Data records:
+--

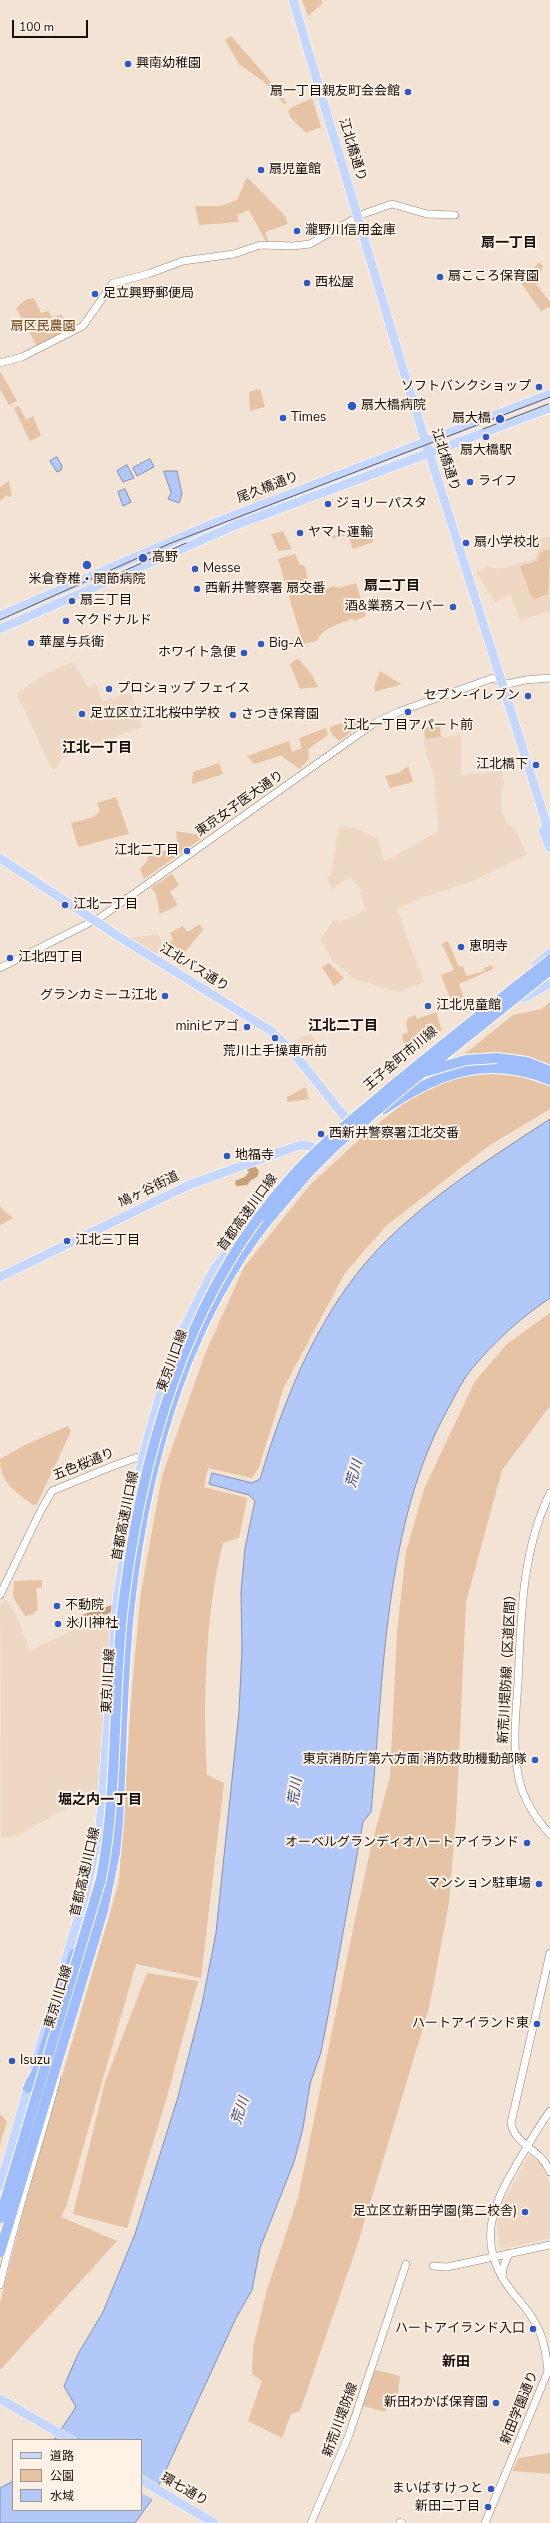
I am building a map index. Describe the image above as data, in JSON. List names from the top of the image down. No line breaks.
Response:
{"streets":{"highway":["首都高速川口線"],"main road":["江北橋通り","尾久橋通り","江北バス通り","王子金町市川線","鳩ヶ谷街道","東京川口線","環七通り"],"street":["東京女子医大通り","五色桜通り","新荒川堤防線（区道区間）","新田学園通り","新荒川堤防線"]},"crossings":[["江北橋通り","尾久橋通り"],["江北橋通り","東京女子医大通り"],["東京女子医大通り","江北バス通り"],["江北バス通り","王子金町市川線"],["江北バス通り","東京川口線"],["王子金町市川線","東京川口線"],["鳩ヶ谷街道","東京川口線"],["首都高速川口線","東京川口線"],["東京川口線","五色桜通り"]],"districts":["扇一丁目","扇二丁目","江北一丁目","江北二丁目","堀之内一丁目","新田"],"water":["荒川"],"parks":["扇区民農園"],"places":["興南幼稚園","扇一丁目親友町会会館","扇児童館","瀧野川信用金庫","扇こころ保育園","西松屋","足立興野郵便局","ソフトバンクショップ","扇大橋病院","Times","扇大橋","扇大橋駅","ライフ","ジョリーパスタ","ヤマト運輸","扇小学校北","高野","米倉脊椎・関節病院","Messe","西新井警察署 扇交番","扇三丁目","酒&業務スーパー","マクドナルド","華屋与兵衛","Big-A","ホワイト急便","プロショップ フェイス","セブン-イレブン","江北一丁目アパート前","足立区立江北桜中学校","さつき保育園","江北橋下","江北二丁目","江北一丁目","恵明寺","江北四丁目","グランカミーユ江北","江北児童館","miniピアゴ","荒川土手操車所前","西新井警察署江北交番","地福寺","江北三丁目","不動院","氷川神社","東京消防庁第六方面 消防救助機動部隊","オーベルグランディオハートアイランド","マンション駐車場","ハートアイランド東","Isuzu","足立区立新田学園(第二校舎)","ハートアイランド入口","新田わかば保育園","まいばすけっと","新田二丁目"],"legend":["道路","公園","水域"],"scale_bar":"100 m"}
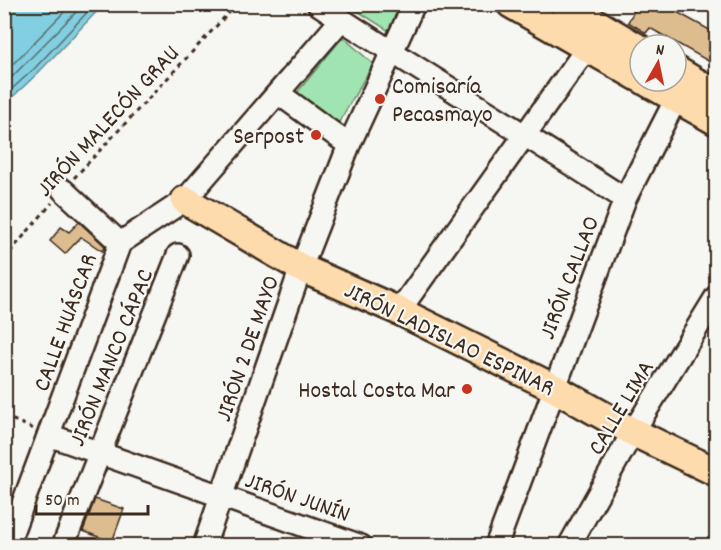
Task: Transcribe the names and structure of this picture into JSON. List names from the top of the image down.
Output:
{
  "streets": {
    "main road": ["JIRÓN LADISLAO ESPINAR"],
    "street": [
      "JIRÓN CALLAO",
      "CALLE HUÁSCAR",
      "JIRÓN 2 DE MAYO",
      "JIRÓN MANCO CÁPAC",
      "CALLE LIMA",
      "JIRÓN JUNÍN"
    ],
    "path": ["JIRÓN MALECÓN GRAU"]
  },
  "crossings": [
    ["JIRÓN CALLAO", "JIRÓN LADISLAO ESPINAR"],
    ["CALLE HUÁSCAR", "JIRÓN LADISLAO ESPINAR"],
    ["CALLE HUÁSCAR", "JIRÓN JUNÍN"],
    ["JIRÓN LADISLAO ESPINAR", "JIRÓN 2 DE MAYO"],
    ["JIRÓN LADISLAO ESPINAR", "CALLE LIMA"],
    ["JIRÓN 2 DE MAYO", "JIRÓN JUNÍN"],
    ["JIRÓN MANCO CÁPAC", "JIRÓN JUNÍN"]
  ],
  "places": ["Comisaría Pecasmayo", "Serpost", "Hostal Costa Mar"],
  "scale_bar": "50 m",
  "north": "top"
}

+--

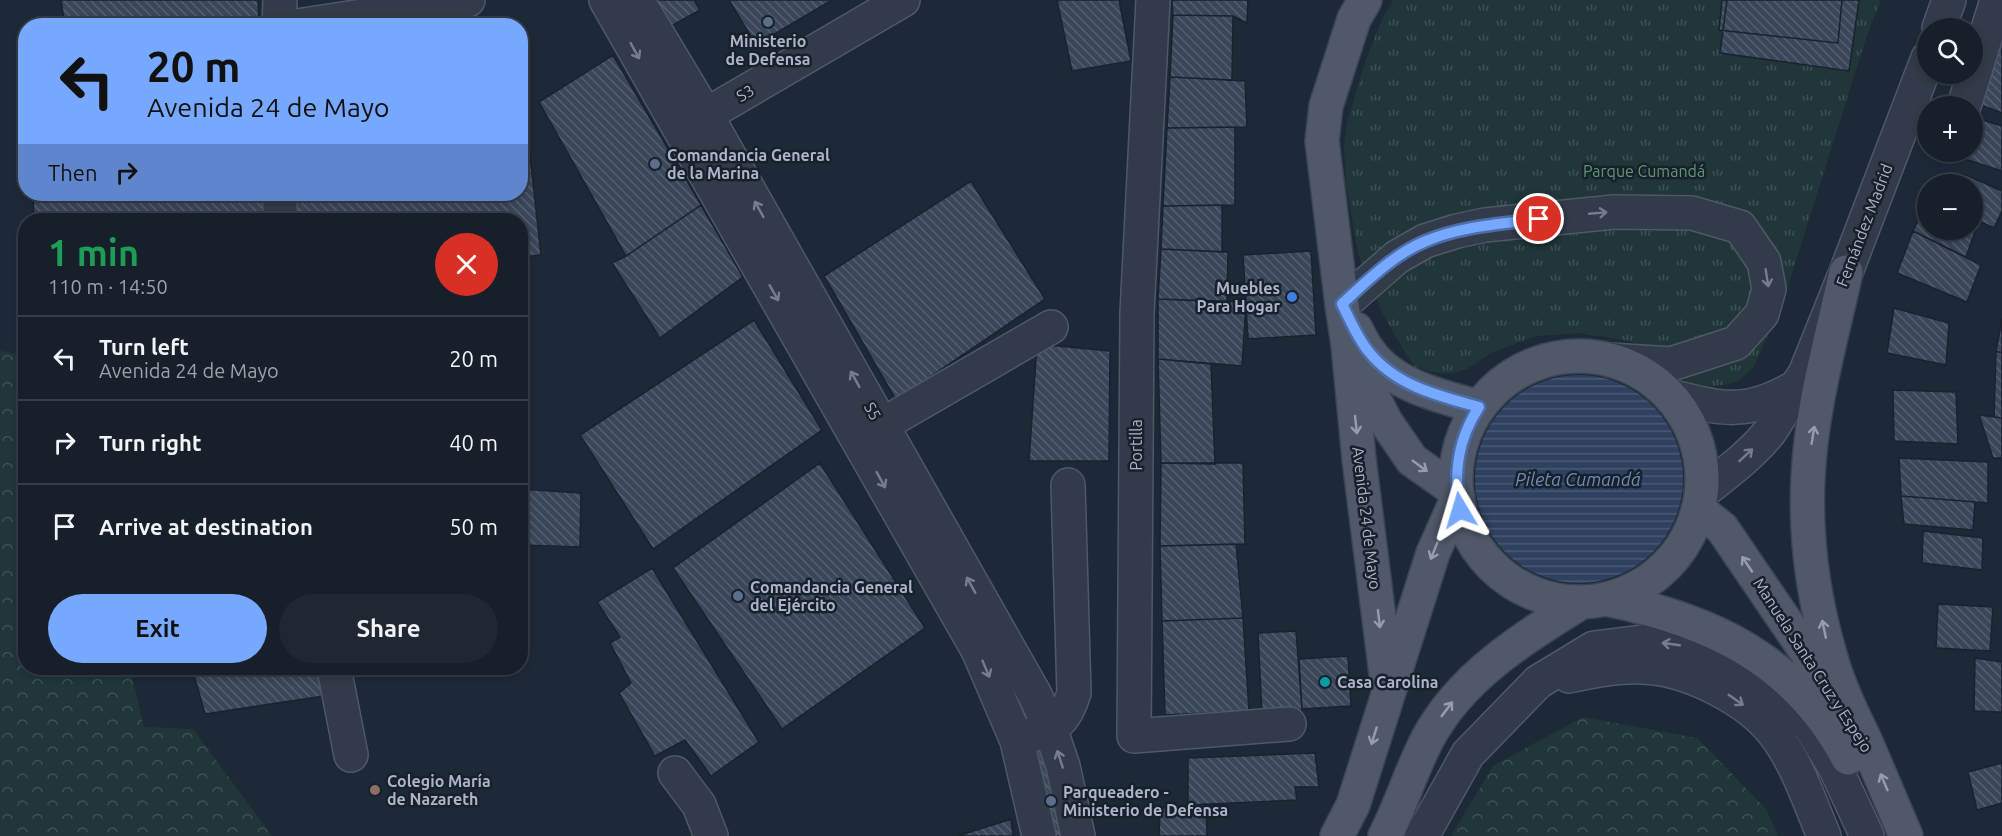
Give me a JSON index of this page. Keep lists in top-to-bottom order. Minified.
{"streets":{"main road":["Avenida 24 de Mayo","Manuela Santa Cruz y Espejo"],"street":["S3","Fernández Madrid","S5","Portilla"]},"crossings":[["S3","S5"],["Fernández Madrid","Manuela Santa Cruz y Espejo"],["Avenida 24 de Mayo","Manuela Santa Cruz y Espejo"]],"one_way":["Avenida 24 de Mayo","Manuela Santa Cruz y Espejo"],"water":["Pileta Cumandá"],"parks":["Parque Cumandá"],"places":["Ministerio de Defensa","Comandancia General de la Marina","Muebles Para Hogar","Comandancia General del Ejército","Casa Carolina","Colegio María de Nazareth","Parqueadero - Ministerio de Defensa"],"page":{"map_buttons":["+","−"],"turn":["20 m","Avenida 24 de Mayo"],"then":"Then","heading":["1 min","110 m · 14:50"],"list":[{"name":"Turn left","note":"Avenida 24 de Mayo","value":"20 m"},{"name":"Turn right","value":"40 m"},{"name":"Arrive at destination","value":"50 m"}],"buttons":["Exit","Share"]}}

+--

Your goal:
If a line of the listing above holds the string "image", copy it.

Your response:
I am building a map index. Describe the image above as data, in JSON. List names from the top of the image down. No line breaks.
Task: Transcribe the names and structure of this picture into JSON. List names from the top of the image down.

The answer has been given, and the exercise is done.